┌──
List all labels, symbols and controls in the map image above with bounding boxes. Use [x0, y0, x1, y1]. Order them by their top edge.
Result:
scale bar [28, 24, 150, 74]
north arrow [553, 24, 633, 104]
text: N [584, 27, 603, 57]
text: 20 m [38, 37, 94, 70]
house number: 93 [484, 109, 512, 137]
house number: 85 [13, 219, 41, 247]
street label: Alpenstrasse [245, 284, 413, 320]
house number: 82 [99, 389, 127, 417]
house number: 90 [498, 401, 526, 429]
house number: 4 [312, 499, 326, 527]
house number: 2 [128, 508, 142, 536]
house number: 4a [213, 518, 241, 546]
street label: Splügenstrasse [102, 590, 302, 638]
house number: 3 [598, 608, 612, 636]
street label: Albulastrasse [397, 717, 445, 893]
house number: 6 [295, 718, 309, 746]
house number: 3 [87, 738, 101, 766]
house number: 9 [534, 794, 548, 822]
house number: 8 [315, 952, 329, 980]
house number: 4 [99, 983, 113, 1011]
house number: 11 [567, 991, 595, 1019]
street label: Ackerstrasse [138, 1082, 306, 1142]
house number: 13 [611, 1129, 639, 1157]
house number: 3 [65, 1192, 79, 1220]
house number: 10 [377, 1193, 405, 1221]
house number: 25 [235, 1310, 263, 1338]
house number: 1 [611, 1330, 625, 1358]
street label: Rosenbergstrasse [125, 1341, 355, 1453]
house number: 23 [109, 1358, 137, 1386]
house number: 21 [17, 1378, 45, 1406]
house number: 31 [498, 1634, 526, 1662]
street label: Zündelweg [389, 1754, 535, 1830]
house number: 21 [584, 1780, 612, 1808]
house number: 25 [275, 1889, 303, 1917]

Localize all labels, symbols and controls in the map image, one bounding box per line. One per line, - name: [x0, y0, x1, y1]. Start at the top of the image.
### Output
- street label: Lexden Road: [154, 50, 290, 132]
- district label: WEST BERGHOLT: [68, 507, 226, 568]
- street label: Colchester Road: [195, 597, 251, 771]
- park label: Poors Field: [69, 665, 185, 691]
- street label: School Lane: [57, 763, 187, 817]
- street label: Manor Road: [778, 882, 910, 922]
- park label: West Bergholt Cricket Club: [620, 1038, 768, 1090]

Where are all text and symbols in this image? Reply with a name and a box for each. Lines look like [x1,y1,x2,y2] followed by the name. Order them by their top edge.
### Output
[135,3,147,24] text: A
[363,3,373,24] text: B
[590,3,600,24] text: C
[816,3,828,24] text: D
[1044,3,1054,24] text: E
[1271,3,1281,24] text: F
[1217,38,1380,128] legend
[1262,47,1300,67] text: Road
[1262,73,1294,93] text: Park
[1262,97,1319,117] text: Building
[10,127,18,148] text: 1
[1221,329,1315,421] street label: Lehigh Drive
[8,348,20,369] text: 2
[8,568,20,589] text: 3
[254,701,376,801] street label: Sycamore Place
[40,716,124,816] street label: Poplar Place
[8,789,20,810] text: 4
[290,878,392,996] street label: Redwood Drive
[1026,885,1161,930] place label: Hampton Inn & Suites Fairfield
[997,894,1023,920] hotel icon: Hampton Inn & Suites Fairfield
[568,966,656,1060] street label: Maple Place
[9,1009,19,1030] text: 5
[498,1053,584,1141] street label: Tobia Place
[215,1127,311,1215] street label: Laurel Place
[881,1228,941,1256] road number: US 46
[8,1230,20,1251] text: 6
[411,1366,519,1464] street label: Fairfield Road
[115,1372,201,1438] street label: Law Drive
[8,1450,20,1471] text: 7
└──
** Exercise details **
From the entries above, copy each line holding "their".

** Answer box **
List all labels, symbols and controls in the map image above with bounding boxes. Use [x0, y0, x1, y1]. Order them by their top edge.
Where are all text and symbols in this image? Reply with a name and a box for each. Lines look like [x1,y1,x2,y2] followed by the name. Order them by their top edge.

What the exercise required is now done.